C'est pour cette raison que de drôles d'individus continuent de gesticuler sur cette page lorsqu'on évoque le sujet russo-ukrainien. J'ai beau avoir écrit une vingtaine d'articles où j'explique les faits, les origines, les tenants et les ambiguïtés de ce damier géopolitique, j'ai beau préciser chaque jour que dans cette histoire il n'y a ni anges ni démons et qu'on est en face d'un jeu de calculs où les torts sont partagés (mais dont les origines et les acteurs déclencheurs sont bien connus), ça n'empêche pas que ces lourdauds viennent toujours me chanter ici que je suis « pro-Poutine », ou qu'ils me demandent pourquoi je ne vais pas vivre en Russie, tout en lançant des slogans ésotériques vides de sens tels que « Gloire à l'Ukraine ! »

(Encore qu'il n'est pas interdit d'être pro-Poutine ; ce dernier n'étant pas pire que ceux qui ont déstabilisé le Libye, l'Irak, le Sahel, ou qui colonisent et massacrent les Palestiniens 24/24 devant la Terre entière !)

Comme je ne récite pas la mélodie féerique de LCI ou de BFM, je suis taxé de « propagandiste russe ». Car pour les gros débiles dépossédés de toute pensée autonome, ces médias-là eux, ne mentent jamais ! Il faut donc boire religieusement tout ce qui émane de leurs antennes. C'est à cette posture enfantine et lamentable que sont encore rendus de nombreux Africains, plus d'un demi-siècle après les (présumées) indépendances.

HISTOIRE, RACONTE

Souvenez-vous : le 26 septembre 2022, à quelques heures d'intervalle, trois fuites importantes sont signalées sur les gazoducs Nord Stream 1 et Nord Stream 2, qui relient la Russie à l'Europe, en passant sous la mer Baltique. Les premières analyses - et la coïncidence des explosions - démontrent qu'il ne s'agit pas d'un accident ; les tuyaux ont bien été sabotés par la main humaine. Se pose alors la question des auteurs de cet acte de grand vandalisme. Très vite, les Occidentaux s'empressent d'accuser... la Russie ! Oui oui ! Dans les premiers jours qui suivent l'incident, les sorties médiatiques, surtout en Europe, tournent autour de la même conclusion : c'est l'œuvre du Kremlin !

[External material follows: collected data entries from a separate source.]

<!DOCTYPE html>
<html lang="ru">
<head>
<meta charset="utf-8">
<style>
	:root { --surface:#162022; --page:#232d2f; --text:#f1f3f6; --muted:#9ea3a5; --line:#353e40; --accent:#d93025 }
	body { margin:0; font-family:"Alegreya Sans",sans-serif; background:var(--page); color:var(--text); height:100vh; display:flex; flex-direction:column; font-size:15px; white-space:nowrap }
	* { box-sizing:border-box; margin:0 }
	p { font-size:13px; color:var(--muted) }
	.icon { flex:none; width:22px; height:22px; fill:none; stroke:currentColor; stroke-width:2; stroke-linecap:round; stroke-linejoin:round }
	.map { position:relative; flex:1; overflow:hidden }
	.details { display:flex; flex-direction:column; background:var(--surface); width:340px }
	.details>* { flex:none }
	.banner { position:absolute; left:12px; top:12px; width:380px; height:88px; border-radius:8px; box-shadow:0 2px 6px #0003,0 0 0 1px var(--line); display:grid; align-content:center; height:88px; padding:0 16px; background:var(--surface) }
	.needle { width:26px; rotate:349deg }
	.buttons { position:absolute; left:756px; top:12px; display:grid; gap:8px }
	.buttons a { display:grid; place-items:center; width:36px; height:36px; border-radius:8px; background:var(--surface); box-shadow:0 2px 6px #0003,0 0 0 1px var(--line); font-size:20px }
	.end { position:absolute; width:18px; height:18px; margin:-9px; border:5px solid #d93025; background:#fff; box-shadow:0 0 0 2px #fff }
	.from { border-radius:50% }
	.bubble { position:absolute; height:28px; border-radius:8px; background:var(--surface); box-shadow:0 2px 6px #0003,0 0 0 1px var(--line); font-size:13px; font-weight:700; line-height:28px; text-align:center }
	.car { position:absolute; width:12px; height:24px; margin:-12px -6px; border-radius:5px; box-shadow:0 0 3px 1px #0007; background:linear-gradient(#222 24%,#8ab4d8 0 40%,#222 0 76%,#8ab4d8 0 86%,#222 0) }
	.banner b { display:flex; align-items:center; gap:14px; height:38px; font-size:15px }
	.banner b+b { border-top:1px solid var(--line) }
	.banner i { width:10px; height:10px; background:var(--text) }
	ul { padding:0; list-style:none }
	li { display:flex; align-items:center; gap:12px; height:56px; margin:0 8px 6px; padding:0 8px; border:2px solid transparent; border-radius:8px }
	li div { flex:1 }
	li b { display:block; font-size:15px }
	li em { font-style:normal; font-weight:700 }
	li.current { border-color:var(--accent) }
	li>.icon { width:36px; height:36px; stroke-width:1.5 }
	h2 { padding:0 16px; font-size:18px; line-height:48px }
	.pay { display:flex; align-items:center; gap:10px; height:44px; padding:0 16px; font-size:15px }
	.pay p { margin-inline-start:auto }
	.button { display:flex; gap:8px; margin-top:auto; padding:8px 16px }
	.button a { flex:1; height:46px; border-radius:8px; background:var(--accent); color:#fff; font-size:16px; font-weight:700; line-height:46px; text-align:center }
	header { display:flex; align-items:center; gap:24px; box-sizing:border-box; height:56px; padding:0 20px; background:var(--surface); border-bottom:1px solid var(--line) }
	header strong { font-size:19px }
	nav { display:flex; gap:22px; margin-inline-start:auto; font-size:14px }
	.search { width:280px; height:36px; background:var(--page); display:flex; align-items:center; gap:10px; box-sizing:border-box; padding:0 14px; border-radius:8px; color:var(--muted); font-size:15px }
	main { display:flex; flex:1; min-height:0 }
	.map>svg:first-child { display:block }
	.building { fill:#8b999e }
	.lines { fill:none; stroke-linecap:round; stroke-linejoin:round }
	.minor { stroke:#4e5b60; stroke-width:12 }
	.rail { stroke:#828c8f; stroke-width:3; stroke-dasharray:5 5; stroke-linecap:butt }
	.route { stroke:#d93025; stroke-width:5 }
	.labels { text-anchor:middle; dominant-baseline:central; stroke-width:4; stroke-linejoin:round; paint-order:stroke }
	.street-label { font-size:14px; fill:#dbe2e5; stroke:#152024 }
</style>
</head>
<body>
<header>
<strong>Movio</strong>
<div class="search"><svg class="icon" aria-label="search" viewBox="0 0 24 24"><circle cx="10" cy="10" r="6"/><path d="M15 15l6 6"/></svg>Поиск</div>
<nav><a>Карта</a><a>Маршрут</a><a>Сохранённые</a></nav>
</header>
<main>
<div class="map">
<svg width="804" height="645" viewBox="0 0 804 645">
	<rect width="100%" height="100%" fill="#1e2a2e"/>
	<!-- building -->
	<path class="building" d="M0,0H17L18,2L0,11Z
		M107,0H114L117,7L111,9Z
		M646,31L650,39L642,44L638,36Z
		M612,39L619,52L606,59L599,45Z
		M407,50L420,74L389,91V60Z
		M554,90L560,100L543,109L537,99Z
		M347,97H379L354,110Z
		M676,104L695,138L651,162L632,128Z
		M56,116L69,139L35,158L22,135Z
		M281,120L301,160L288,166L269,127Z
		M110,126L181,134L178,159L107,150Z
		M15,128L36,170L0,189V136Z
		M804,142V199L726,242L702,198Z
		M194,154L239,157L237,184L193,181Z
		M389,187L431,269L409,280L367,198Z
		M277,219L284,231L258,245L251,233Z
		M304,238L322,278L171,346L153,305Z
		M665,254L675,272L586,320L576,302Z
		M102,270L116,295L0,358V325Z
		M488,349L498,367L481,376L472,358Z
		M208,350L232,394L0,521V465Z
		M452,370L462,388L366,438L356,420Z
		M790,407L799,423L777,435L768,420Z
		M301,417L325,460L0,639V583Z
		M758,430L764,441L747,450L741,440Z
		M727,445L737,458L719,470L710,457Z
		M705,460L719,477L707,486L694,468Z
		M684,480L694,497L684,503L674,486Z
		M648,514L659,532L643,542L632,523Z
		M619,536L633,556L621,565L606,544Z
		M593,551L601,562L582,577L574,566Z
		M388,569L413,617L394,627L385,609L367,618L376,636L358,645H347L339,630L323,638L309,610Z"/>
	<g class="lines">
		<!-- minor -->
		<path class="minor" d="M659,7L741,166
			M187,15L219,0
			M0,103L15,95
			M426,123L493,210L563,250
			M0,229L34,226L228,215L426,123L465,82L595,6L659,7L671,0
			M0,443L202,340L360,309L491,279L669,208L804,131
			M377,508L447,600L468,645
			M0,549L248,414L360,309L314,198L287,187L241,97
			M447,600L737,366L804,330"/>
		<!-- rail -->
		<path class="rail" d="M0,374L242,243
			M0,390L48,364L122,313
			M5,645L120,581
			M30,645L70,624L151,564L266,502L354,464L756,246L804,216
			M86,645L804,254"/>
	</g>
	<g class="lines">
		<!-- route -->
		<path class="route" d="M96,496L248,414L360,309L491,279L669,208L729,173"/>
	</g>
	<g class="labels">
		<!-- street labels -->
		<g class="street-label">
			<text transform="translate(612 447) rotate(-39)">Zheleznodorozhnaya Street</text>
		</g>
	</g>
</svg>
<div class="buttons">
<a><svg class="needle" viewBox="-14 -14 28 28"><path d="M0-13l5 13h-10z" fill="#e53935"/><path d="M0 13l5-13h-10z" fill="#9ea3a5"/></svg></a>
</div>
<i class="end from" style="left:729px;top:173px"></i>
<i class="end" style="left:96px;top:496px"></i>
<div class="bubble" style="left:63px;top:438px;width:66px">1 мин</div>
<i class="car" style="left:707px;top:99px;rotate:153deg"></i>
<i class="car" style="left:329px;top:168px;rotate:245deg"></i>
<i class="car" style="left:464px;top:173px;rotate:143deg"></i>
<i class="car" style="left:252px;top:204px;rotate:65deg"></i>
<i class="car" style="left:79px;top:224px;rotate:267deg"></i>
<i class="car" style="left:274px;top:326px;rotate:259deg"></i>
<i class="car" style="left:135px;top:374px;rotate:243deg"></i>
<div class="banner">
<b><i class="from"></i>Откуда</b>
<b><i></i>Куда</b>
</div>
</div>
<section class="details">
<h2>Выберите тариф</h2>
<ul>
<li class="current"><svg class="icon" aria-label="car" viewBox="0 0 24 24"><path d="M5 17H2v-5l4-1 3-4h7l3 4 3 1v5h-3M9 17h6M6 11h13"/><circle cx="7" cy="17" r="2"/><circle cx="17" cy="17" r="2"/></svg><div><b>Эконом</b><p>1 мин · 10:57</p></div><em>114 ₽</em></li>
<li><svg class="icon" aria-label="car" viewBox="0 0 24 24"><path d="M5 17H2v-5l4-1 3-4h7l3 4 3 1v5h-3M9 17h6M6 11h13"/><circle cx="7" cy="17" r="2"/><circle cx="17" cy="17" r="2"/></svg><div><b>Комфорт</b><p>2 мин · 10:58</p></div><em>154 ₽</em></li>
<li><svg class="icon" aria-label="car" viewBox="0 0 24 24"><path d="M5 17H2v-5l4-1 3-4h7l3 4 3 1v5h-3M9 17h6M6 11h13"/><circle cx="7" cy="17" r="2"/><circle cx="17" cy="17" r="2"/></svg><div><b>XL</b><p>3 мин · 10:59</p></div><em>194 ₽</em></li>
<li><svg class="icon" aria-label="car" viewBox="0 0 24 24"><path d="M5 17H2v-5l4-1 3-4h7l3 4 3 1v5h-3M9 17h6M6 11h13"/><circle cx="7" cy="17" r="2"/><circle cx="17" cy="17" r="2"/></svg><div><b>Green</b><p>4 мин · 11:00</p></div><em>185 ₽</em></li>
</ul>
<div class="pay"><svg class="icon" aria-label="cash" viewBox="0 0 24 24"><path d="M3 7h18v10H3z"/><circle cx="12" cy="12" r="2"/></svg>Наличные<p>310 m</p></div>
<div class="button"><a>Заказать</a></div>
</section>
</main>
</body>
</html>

« Il s'agit d'une attaque terroriste planifiée par la Russie et d'un acte d'agression contre l'UE », déclare alors à l'époque le sieur Mychailo Podoljiak, un des conseillers de Volodymyr Zelensky. Dans la foulée, un haut dignitaire européen confirme dans le Washington Post : « Personne du côté européen ne pense qu'il s'agit d'autre chose que d'un sabotage russe ». Puis, ce fut au tour de la Pologne d'affirmer qu'il était tout a fait possible que la Russie ait posé l'acte, en guise de provocation. Le vice-ministre polonais des affaires étrangères justifiant cette thèse ainsi : « Notre voisin de l'est poursuit une politique agressive.»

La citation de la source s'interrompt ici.